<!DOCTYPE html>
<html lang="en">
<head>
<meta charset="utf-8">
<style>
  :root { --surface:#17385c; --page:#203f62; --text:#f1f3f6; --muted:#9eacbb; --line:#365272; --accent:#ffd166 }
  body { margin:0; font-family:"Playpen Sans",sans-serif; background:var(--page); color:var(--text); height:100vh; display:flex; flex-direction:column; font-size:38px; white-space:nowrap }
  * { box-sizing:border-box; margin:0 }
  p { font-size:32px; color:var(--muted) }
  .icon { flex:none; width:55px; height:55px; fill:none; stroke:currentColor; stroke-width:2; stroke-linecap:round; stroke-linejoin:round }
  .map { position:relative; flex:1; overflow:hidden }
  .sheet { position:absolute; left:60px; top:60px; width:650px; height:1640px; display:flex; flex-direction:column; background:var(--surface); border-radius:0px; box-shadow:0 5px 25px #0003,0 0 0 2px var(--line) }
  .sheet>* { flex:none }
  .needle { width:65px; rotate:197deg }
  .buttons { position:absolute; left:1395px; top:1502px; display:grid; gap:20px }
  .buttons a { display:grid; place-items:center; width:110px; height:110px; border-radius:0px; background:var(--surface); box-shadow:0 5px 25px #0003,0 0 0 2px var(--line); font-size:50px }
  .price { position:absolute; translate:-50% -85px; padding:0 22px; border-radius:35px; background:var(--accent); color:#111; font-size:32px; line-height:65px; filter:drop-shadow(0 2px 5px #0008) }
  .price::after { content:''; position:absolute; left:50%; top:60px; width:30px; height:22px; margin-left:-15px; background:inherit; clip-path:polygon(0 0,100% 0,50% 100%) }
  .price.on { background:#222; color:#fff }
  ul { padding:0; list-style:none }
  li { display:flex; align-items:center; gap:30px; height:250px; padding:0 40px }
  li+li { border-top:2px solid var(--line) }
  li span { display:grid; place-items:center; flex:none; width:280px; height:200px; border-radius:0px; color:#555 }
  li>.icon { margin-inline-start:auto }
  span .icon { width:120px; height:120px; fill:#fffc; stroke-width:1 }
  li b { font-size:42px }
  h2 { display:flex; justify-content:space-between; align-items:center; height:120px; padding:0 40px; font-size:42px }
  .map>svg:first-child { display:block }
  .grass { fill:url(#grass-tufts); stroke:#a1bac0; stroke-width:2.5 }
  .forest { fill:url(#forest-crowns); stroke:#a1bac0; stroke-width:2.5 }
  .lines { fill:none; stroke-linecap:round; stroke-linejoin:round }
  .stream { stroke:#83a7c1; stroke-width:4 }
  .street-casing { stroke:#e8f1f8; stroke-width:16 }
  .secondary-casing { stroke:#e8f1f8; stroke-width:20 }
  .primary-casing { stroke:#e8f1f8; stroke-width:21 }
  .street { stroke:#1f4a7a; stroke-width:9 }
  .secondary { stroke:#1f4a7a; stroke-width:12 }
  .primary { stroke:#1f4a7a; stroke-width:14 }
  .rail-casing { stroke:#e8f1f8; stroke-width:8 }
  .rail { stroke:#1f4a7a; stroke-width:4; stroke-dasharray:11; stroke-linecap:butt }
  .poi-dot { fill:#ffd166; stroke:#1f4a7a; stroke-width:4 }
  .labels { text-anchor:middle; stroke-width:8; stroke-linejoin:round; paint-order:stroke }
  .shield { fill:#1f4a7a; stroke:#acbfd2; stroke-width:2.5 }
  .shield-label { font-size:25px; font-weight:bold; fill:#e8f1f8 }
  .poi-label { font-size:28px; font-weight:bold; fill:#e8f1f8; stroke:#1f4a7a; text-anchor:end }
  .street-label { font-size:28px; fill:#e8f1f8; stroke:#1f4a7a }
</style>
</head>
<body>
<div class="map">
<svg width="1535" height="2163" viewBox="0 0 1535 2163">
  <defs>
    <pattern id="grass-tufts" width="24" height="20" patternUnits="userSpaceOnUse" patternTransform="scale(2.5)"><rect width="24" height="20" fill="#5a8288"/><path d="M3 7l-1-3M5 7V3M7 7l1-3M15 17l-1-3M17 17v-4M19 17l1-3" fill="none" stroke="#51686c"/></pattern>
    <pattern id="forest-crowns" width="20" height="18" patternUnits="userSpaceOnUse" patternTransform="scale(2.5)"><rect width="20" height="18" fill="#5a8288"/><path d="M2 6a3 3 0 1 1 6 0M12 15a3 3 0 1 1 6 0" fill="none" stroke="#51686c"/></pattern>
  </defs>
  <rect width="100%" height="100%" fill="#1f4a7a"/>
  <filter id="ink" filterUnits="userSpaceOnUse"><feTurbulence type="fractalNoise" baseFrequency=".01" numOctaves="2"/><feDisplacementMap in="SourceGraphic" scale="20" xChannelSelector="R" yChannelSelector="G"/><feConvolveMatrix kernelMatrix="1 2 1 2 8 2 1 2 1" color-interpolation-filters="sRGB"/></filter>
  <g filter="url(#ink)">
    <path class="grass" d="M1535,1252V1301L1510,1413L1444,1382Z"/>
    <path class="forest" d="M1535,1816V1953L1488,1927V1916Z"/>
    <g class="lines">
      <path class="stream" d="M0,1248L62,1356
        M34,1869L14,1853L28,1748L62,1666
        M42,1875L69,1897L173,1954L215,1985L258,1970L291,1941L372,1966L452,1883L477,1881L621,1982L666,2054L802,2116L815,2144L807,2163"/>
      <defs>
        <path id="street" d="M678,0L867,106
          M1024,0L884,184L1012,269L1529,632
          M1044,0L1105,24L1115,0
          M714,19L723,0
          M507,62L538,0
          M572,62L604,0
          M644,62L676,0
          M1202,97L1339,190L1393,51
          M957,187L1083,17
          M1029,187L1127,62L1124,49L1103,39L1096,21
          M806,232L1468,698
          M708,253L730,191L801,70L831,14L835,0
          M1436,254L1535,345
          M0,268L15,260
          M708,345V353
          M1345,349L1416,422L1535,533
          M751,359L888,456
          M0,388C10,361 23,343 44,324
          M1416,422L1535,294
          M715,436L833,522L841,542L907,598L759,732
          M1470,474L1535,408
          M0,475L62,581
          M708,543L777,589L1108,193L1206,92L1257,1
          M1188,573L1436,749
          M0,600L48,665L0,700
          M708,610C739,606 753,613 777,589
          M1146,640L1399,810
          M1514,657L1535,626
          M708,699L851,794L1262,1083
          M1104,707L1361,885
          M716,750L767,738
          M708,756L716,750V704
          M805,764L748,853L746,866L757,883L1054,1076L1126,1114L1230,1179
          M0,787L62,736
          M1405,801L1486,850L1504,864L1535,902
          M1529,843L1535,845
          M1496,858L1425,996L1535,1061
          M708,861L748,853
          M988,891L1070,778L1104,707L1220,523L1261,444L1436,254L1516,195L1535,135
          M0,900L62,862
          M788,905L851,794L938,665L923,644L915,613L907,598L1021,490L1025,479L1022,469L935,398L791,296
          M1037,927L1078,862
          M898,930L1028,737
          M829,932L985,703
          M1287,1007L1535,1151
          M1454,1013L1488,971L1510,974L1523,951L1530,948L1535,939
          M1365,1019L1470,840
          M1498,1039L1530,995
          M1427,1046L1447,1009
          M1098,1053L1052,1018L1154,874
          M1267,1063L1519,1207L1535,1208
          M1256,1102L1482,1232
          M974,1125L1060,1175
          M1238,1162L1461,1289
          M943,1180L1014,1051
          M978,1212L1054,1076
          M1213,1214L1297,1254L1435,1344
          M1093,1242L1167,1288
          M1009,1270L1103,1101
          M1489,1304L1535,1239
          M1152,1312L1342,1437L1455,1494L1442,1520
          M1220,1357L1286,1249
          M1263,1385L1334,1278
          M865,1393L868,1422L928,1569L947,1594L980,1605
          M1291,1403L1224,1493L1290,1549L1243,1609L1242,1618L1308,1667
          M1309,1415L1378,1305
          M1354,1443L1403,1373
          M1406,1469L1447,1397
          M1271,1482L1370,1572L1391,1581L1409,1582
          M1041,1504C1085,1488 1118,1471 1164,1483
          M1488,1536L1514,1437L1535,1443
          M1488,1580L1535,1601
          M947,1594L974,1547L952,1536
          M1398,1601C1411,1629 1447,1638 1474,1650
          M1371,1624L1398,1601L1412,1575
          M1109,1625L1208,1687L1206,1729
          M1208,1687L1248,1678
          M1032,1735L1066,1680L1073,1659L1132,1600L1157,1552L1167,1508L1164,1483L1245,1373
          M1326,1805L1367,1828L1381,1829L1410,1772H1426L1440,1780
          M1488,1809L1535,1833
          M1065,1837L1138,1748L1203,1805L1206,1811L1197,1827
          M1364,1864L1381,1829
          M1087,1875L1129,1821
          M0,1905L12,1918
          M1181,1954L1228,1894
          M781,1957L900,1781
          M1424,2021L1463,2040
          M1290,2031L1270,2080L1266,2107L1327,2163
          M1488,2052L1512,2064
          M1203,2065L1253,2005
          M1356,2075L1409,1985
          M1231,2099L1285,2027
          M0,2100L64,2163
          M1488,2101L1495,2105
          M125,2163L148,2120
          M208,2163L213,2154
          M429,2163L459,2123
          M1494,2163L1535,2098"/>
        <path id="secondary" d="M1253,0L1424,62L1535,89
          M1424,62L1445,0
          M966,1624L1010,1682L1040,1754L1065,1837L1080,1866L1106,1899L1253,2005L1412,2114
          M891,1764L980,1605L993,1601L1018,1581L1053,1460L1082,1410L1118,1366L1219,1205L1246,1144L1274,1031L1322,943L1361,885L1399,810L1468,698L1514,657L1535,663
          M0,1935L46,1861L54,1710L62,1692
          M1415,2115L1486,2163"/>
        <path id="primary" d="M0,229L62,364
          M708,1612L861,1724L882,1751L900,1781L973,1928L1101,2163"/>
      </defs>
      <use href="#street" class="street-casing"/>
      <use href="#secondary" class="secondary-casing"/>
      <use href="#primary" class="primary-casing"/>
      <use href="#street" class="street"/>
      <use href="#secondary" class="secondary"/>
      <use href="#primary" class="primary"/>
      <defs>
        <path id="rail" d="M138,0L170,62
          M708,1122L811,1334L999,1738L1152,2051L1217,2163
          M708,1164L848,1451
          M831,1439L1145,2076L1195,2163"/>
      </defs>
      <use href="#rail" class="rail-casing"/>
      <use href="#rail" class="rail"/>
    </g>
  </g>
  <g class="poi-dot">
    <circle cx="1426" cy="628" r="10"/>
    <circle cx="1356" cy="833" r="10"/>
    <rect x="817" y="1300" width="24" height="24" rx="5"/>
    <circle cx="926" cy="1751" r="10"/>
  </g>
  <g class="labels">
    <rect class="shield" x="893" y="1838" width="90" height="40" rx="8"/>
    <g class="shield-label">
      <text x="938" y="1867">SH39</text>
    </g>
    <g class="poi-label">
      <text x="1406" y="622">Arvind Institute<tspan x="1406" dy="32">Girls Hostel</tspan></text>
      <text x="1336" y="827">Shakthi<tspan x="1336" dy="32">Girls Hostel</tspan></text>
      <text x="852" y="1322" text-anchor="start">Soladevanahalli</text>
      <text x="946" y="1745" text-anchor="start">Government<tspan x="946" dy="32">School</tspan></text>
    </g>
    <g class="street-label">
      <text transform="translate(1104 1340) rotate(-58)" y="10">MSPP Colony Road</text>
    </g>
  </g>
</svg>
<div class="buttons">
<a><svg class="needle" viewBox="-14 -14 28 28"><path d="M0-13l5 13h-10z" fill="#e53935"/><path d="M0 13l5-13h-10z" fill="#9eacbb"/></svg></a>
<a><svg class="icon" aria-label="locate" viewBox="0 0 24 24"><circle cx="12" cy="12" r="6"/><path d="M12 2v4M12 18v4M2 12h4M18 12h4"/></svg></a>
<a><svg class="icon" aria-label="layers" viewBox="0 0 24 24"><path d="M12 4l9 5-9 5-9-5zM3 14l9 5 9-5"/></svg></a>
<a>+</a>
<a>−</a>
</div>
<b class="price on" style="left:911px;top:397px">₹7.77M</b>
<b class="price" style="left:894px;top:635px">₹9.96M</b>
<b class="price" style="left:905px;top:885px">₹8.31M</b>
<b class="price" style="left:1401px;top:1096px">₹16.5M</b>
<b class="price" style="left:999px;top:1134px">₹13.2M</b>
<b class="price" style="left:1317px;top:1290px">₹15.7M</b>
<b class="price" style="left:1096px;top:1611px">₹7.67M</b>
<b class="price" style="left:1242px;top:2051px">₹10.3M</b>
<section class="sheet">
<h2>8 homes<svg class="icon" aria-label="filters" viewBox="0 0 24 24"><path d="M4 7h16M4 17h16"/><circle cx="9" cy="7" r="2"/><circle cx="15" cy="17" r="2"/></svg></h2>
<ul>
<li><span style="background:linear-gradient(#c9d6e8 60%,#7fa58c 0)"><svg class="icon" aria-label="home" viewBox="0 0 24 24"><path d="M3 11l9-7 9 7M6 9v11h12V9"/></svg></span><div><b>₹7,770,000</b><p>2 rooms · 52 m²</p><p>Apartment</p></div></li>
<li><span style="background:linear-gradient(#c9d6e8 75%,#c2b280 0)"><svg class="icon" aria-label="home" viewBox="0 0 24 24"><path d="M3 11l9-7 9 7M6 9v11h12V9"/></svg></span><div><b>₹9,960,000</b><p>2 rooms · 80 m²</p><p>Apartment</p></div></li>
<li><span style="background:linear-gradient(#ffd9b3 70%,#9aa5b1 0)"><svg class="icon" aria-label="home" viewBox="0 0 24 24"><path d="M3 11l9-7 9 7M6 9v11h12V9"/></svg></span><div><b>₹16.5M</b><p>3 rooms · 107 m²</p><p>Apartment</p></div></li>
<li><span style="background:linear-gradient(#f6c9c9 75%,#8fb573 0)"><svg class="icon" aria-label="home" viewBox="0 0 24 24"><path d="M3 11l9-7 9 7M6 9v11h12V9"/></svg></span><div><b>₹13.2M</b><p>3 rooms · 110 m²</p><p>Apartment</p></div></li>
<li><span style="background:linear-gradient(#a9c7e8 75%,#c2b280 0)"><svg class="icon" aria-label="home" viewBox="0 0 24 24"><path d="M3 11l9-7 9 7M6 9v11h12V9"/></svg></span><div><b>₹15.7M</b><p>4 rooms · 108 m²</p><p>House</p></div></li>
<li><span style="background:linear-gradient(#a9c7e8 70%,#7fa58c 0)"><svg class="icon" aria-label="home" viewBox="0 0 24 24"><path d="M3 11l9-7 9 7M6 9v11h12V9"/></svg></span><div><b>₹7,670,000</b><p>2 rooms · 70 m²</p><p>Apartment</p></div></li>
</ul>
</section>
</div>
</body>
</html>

...

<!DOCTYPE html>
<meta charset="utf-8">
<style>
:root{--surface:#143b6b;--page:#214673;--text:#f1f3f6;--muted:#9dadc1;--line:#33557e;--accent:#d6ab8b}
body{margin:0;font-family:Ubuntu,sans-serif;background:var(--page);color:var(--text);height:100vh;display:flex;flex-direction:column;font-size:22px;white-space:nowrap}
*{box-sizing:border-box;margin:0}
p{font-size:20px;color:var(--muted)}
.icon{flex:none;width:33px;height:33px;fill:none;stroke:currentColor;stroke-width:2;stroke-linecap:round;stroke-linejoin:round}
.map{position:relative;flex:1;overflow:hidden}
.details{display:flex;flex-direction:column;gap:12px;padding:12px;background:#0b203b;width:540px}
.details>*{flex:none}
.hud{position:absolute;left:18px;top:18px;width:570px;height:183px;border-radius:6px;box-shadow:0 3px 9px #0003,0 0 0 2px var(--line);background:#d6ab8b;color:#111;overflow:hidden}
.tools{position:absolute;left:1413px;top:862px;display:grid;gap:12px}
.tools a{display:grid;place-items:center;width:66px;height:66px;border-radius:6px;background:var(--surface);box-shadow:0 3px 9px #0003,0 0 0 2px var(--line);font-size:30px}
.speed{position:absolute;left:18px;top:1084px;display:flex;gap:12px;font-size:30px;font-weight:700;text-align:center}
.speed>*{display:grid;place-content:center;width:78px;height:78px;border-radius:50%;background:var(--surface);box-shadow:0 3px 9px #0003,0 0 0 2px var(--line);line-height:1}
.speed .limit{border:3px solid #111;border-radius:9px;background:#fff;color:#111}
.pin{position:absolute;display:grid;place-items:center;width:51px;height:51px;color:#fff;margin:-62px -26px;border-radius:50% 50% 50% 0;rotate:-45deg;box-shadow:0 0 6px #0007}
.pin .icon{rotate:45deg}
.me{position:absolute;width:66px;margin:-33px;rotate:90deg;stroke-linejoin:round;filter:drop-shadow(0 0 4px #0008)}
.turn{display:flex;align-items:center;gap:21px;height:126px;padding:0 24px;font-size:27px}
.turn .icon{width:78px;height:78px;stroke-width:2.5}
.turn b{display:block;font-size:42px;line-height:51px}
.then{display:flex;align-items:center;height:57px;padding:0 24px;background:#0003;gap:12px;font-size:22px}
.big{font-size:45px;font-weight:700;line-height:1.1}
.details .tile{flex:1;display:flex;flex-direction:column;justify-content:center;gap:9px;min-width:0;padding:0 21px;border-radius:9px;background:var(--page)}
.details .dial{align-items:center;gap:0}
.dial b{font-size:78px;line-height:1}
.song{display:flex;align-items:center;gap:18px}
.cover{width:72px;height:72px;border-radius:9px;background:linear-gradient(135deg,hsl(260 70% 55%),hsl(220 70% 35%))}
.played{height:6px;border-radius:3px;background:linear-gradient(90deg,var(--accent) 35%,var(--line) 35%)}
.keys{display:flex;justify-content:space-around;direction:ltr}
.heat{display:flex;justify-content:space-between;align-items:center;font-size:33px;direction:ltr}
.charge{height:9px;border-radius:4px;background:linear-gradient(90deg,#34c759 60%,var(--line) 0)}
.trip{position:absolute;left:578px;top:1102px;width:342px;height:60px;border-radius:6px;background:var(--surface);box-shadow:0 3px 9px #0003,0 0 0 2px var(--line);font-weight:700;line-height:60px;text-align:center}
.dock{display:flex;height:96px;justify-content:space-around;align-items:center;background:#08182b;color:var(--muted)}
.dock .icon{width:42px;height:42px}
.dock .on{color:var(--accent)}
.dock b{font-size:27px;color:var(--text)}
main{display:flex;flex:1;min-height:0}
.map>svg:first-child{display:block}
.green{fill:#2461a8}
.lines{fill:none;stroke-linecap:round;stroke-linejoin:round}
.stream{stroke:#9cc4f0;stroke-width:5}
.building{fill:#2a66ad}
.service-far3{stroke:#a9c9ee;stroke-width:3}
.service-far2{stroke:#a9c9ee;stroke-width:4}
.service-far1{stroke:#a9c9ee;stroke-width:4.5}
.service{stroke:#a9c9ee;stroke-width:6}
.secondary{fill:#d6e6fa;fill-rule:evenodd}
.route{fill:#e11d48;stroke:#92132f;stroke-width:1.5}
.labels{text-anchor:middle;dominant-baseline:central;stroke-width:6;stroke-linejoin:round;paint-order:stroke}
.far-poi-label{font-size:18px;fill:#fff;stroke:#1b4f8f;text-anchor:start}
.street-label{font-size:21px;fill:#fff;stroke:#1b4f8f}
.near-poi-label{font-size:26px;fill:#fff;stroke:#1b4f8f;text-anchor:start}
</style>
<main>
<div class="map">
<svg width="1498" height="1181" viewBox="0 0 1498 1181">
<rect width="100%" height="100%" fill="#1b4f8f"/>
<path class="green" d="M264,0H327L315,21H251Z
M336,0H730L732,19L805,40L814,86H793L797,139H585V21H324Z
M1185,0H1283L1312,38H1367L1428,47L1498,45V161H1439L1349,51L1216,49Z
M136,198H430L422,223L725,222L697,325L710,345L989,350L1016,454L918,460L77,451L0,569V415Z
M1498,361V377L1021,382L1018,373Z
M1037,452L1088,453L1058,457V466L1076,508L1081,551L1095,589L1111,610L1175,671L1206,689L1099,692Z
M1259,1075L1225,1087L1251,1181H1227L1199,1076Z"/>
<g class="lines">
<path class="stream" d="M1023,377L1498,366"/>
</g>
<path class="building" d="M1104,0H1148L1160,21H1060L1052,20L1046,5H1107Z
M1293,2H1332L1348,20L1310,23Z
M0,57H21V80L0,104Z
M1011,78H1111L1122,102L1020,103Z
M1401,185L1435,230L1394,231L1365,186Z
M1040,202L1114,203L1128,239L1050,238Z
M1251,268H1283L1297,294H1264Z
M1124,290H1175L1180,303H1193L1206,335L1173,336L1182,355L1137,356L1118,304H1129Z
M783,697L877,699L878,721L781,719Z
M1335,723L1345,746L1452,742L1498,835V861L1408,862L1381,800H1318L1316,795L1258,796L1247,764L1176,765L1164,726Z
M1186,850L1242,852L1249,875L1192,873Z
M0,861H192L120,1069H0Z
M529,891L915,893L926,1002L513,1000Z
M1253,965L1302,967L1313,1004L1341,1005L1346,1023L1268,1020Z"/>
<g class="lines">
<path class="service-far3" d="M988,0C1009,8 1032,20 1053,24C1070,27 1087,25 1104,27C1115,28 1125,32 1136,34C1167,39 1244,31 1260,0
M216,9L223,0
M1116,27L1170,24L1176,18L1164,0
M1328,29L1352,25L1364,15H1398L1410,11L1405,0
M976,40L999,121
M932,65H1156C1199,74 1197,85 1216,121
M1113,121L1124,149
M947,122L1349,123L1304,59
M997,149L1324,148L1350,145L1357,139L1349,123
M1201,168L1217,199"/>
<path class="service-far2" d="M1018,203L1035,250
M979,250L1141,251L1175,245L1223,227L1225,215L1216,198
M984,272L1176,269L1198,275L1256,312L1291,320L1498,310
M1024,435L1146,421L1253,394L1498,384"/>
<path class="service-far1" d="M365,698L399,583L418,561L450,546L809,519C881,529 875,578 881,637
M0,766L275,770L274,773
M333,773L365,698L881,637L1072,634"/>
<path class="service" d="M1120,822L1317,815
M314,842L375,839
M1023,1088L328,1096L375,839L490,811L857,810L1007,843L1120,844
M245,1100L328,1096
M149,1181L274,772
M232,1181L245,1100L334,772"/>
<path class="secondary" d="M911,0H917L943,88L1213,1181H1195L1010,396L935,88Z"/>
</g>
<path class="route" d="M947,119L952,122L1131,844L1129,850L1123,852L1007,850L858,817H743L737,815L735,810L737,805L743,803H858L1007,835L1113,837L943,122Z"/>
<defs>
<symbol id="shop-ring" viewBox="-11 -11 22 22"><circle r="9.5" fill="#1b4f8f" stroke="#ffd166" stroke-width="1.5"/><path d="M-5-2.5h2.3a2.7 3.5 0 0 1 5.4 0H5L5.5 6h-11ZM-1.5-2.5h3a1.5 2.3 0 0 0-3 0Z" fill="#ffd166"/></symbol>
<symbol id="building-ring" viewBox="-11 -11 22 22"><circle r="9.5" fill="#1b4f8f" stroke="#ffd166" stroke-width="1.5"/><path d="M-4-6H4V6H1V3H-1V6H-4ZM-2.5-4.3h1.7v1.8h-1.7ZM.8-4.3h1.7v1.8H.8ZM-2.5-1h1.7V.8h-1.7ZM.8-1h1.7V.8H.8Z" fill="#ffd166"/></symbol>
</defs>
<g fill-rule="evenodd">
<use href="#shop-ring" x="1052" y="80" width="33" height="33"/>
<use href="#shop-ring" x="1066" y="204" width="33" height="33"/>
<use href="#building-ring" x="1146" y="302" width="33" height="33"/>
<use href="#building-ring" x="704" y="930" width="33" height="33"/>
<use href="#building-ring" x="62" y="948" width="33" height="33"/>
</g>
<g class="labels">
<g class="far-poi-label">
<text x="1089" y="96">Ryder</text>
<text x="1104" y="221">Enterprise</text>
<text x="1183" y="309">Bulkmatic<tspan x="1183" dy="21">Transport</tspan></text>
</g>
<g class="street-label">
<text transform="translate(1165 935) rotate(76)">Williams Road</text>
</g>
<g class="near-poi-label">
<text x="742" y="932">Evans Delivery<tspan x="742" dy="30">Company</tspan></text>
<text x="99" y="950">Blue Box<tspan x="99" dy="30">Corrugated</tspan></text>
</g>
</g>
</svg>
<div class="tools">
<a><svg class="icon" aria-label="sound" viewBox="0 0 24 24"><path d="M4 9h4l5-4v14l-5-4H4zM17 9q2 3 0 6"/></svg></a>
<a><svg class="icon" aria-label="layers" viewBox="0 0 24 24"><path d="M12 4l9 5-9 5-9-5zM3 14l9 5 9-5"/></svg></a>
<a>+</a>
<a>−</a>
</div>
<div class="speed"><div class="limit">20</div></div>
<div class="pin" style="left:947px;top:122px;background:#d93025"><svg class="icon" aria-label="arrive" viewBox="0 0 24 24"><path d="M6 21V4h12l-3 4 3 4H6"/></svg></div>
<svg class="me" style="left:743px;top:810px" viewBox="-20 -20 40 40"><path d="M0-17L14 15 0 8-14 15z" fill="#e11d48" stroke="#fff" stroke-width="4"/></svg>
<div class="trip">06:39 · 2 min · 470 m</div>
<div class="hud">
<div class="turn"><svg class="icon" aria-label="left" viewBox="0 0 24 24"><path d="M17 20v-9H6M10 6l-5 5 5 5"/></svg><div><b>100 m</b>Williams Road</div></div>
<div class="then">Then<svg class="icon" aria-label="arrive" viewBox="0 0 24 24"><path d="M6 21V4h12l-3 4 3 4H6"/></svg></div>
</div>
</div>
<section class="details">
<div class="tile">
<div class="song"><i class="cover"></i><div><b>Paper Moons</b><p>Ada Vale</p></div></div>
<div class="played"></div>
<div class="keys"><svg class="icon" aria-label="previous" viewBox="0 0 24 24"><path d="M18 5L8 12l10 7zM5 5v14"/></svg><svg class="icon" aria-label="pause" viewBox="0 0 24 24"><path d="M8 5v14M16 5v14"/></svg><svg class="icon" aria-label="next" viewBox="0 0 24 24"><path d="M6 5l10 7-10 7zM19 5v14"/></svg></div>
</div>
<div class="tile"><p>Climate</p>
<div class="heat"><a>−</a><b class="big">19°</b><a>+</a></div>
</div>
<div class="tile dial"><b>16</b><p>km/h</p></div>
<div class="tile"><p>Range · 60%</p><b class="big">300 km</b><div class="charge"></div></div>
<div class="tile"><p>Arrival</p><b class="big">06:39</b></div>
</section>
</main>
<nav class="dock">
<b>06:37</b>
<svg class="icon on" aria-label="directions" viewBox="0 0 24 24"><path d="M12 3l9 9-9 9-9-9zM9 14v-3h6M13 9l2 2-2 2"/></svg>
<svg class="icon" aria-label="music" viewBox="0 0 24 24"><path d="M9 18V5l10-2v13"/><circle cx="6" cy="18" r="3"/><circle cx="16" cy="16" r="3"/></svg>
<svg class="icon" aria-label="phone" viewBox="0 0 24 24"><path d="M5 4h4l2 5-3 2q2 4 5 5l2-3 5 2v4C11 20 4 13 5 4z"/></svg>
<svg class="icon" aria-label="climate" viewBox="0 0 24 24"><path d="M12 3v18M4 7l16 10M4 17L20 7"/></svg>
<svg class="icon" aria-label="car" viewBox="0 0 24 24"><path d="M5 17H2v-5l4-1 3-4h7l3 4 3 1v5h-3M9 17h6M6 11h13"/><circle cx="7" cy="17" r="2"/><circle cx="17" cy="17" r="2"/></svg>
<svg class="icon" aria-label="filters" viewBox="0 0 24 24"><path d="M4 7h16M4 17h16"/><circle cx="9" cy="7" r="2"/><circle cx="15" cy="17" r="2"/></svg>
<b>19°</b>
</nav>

Exercise description:
Extract from the records above the lines from the one containing "position:absolute; translate:-50% -85px;" to the one containing "display:flex; align-items:center; gap:30px;", both lines included, exactly as they appear and with nothing else.

Answer for the task:
  .price { position:absolute; translate:-50% -85px; padding:0 22px; border-radius:35px; background:var(--accent); color:#111; font-size:32px; line-height:65px; filter:drop-shadow(0 2px 5px #0008) }
  .price::after { content:''; position:absolute; left:50%; top:60px; width:30px; height:22px; margin-left:-15px; background:inherit; clip-path:polygon(0 0,100% 0,50% 100%) }
  .price.on { background:#222; color:#fff }
  ul { padding:0; list-style:none }
  li { display:flex; align-items:center; gap:30px; height:250px; padding:0 40px }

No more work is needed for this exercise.